Studio album by Seiko Matsuda
- Released: June 7, 1990
- Recorded: 1989–1990
- Studios: The Hit Factory; Trax Recording Studio; Oasis Recording Studios; Mission Control Studios; Criteria Studios;
- Genres: J-pop; pop;
- Length: 40:16
- Labels: CBS/Sony; Columbia; Epic;
- Producers: Jack Matsumura; Michael Jay; Maurice Starr; Clay Ostwald; Emilio Estefan; Jorge Casas; Giorgio Moroder; Jellybean; Phil Ramone;

Seiko Matsuda chronology
| Precious Moment (1989) | Seiko (1990) | We Are Love (1990) |

Singles from Seiko
- "All the Way to Heaven" Released: April 30, 1990; "The Right Combination" Released: July 15, 1990; "Who's That Boy" Released: October 1, 1990;

= Seiko (album) =

Seiko is the seventeenth and first internationally released English language studio album by Japanese singer-songwriter Seiko Matsuda (credited as Seiko). It was released on June 7, 1990, by CBS/Sony in Japan, Columbia Records in North America, and CBS/Epic Records in the UK. After becoming one of Japan's top pop divas of the 1980s, Matsuda sought to establish herself internationally, particularly in the United States and United Kingdom music markets. Her superstar status in Japan and other parts of Asia resulted in many top music producers of the time being hired to work with her on this album, including Maurice Starr, Phil Ramone, Giorgio Moroder, Jellybean, Michael Jay, Emilio Estefan and others. New Kids On The Block member Donnie Wahlberg also provided duet vocals on the album's second single, "The Right Combination".

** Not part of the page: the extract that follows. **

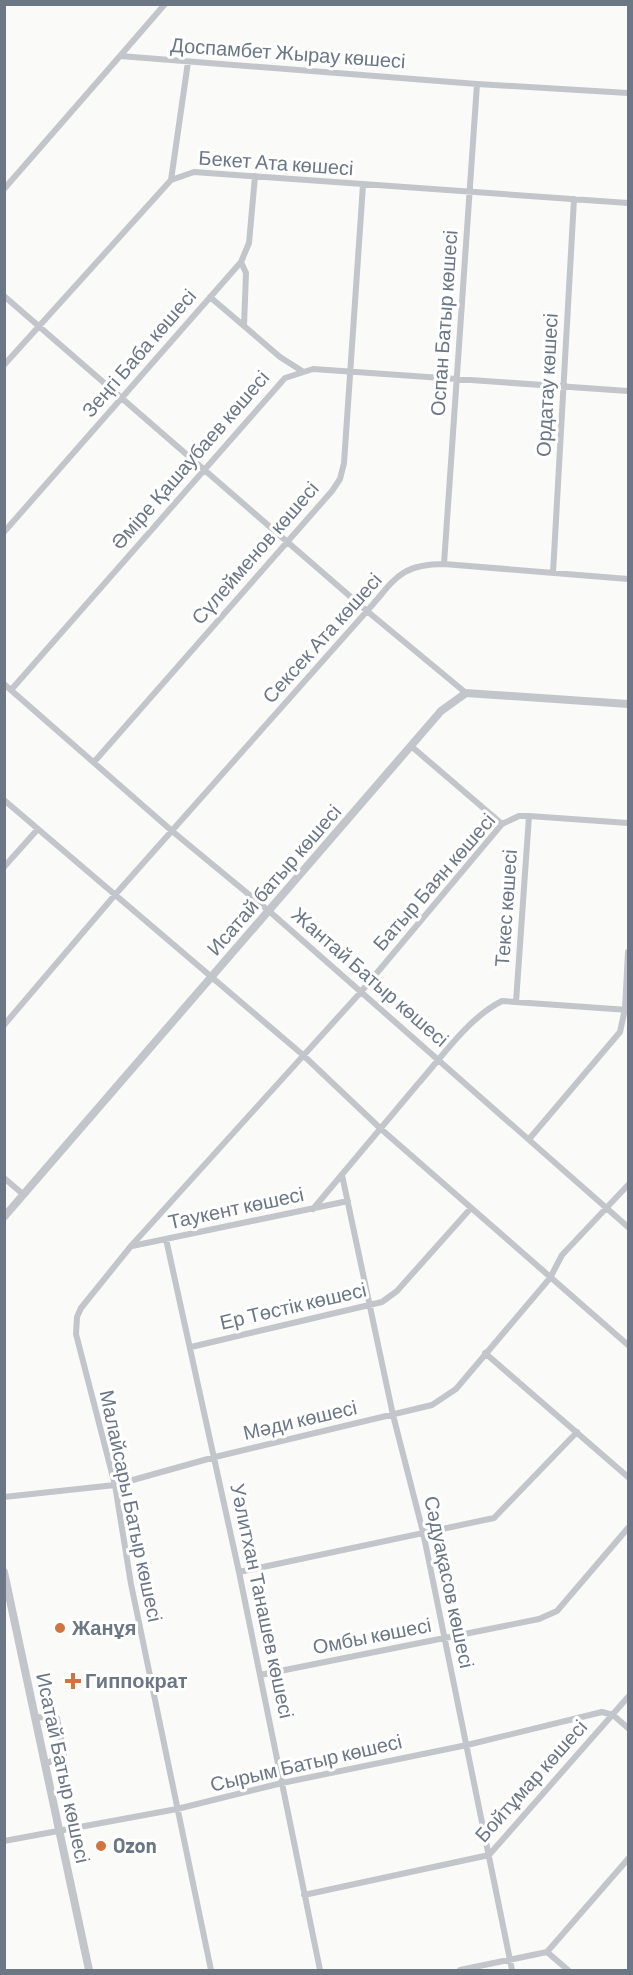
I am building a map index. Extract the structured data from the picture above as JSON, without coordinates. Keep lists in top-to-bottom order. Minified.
{"streets":{"street":["Доспамбет Жырау көшесі","Бекет Ата көшесі","Оспан Батыр көшесі","Зеңгі Баба көшесі","Ордатау көшесі","Әміре Қашаубаев көшесі","Сүлейменов көшесі","Сексек Ата көшесі","Исатай батыр көшесі","Батыр Баян көшесі","Текес көшесі","Жантай Батыр көшесі","Таукент көшесі","Ер Төстік көшесі","Мәди көшесі","Малайсары Батыр көшесі","Сәдуақасов көшесі","Уәлитхан Танашев көшесі","Омбы көшесі","Сырым Батыр көшесі","Исатай Батыр көшесі","Бойтұмар көшесі"]},"crossings":[["Доспамбет Жырау көшесі","Оспан Батыр көшесі"],["Бекет Ата көшесі","Оспан Батыр көшесі"],["Бекет Ата көшесі","Зеңгі Баба көшесі"],["Бекет Ата көшесі","Ордатау көшесі"],["Бекет Ата көшесі","Сүлейменов көшесі"],["Оспан Батыр көшесі","Сексек Ата көшесі"],["Ордатау көшесі","Сексек Ата көшесі"],["Әміре Қашаубаев көшесі","Жантай Батыр көшесі"],["Сүлейменов көшесі","Жантай Батыр көшесі"],["Сексек Ата көшесі","Жантай Батыр көшесі"],["Исатай батыр көшесі","Жантай Батыр көшесі"],["Батыр Баян көшесі","Текес көшесі"],["Батыр Баян көшесі","Жантай Батыр көшесі"],["Батыр Баян көшесі","Малайсары Батыр көшесі"],["Жантай Батыр көшесі","Мәди көшесі"],["Таукент көшесі","Малайсары Батыр көшесі"],["Таукент көшесі","Сәдуақасов көшесі"],["Таукент көшесі","Уәлитхан Танашев көшесі"],["Ер Төстік көшесі","Сәдуақасов көшесі"],["Ер Төстік көшесі","Уәлитхан Танашев көшесі"],["Мәди көшесі","Малайсары Батыр көшесі"],["Мәди көшесі","Сәдуақасов көшесі"],["Мәди көшесі","Уәлитхан Танашев көшесі"],["Малайсары Батыр көшесі","Сырым Батыр көшесі"],["Сәдуақасов көшесі","Омбы көшесі"],["Сәдуақасов көшесі","Сырым Батыр көшесі"],["Сәдуақасов көшесі","Бойтұмар көшесі"],["Уәлитхан Танашев көшесі","Омбы көшесі"],["Уәлитхан Танашев көшесі","Сырым Батыр көшесі"],["Уәлитхан Танашев көшесі","Бойтұмар көшесі"],["Сырым Батыр көшесі","Исатай Батыр көшесі"],["Сырым Батыр көшесі","Бойтұмар көшесі"]],"places":{"other":["Жанұя","Ozon"],"health":["Гиппократ"]}}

Three singles were released from the album. The first single, "All the Way to Heaven", was released on April 30, 1990. "The Right Combination" was released on July 15, 1990, as the album's second single. A duet with Donnie Wahlberg from the boy band New Kids on the Block, it became the most internationally successful song in Matsuda's discography, charting in the United Kingdom, Australia, Canada, and Japan, as well as peaking at number fifty-four in the United States. It marked the first time in ten years a Japanese artist had a hit single on the United States Billboard Hot 100 singles chart, since the Yellow Magic Orchestra's "Computer Game" reached number sixty in 1980. The third and final single from the album, "Who's That Boy", was released in the United States on October 1, 1990.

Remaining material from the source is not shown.